I remember the day vividly even though it was over eight years ago. I was at HQ somewhere in the North of Africa, catching up with my then boss. I was trying to explain to him some of the challenges I was facing getting things moving on a project I was leading. He was trying to explain to me why I was struggling to motivate my colleagues into action. Then he said something that took me by surprise: “You know that people find you intimidating, don’t you?” I must have looked a little perplexed because, he added: “Don’t tell me you’re surprised, you must have been told that before.”
I was surprised, but not because he called me intimidating – although it was a new term to add to my collection which already included ‘aggressive’, ‘difficult’, ‘tough’. I was surprised because I couldn’t understand how I had successfully intimidated colleagues from across the Atlantic and largely down a phone line in such a short space of time – I had been with the organization for less than a year at this point.
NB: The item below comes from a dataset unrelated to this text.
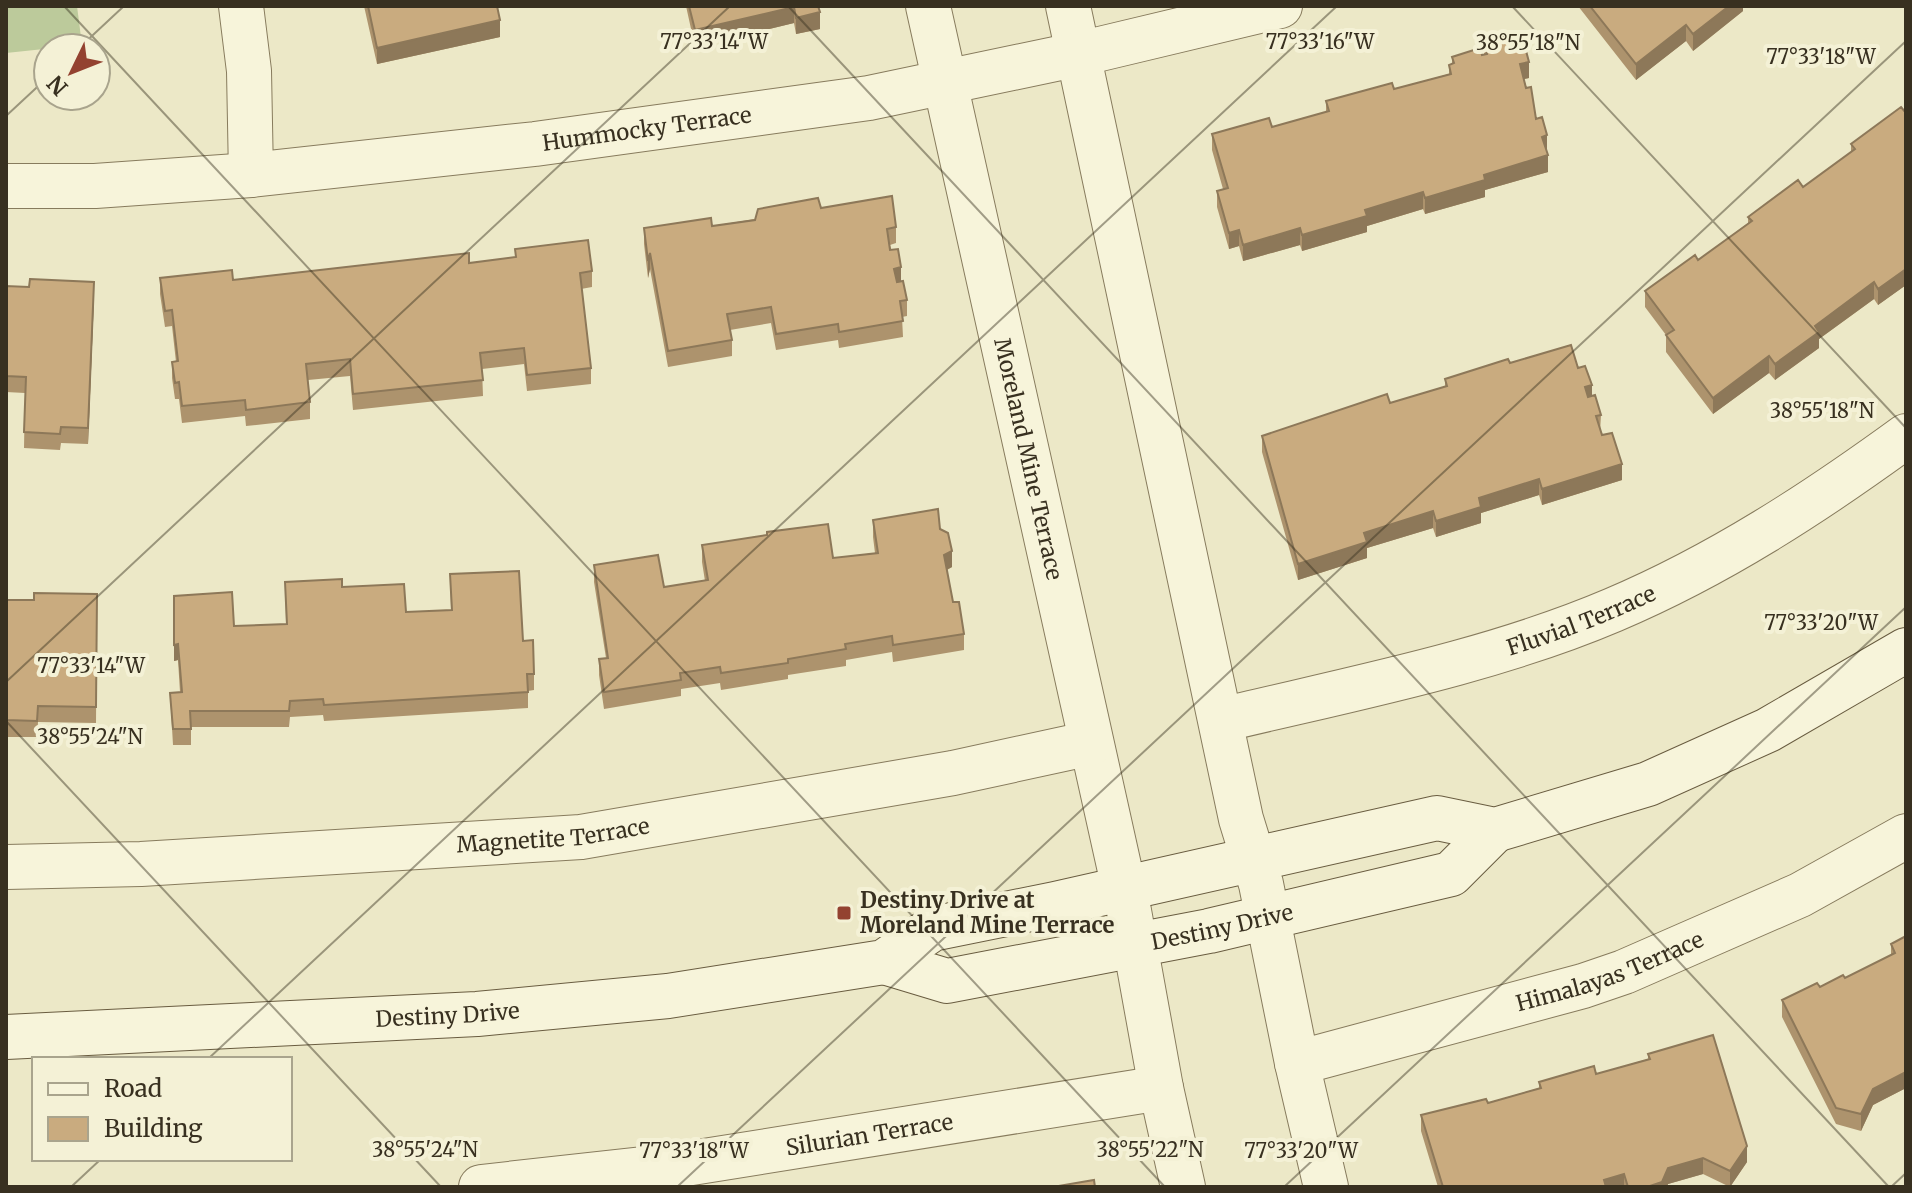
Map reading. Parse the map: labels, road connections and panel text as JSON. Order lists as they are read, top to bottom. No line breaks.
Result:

I just didn’t think I had given anyone enough reason to call me intimidating. What did that even mean?
I left his office feeling that my career there had peaked, and my reputation was irrevocably dented. The problem was I just didn’t know how to be anything else except what I was; an educated, confident, black woman who wanted to get things done.
But I realized what I was and what I was perceived to be by a largely white, western and culturally different bunch of colleagues, were at odds. I was not so much ‘educated and confident’ as ‘angry and black’!
Yep, I seemed to have become (at least in the eyes of my colleagues) my very own worst nightmare – an Angry Black Woman.
I knew people (including me) didn’t generally like Angry Black Women. They were typically bossy, serious, driven (and a little obnoxious) women who eventually didn’t get the promotions or the best projects. They were eventually frustrated out, or tip-toed around and were almost never invited to sit at the table. At least that’s how it was in the highly matrixed, white-male dominated environment in which I used to work. But the same can be said of the black-male dominated corporate world, too.
A few days after the interaction with my boss, I was in London with a bunch of equally well-educated, confident, black female friends. During a rare pause in a boisterous no-holds-barred conversation about life, love and everything else, I told them the story.
All five of them without exception rolled their eyes, threw their heads back and laughed raucously!
“Tell me something new,” one of them said. “I have been called that by every person I have ever worked for and I am still here.” “Don’t let it bother you, I get accused of being aggressive all the time,” said another. “It’s because you’re a woman and you know what you want. ***k them. Let’s get another bottle of wine.”
And that was that. These women had all learned to shake it off and carry on. Being an angry black woman was part of the territory and on the surface it didn’t seem to bother them one bit.
But it bothered me.
Successful African Female
I thought back to when, after childbirth I had wanted (ok, needed) to lose weight. I hired the best trainer and nutritionist (ones that looked like they lived what they preached). I did what they did and over time I lost the weight and developed a healthier approach to food. So I figured if I wanted to be successful in my white, male-dominated work environment, I would need to find someone who was effortlessly successful – a natural – in that space, and then do what they did.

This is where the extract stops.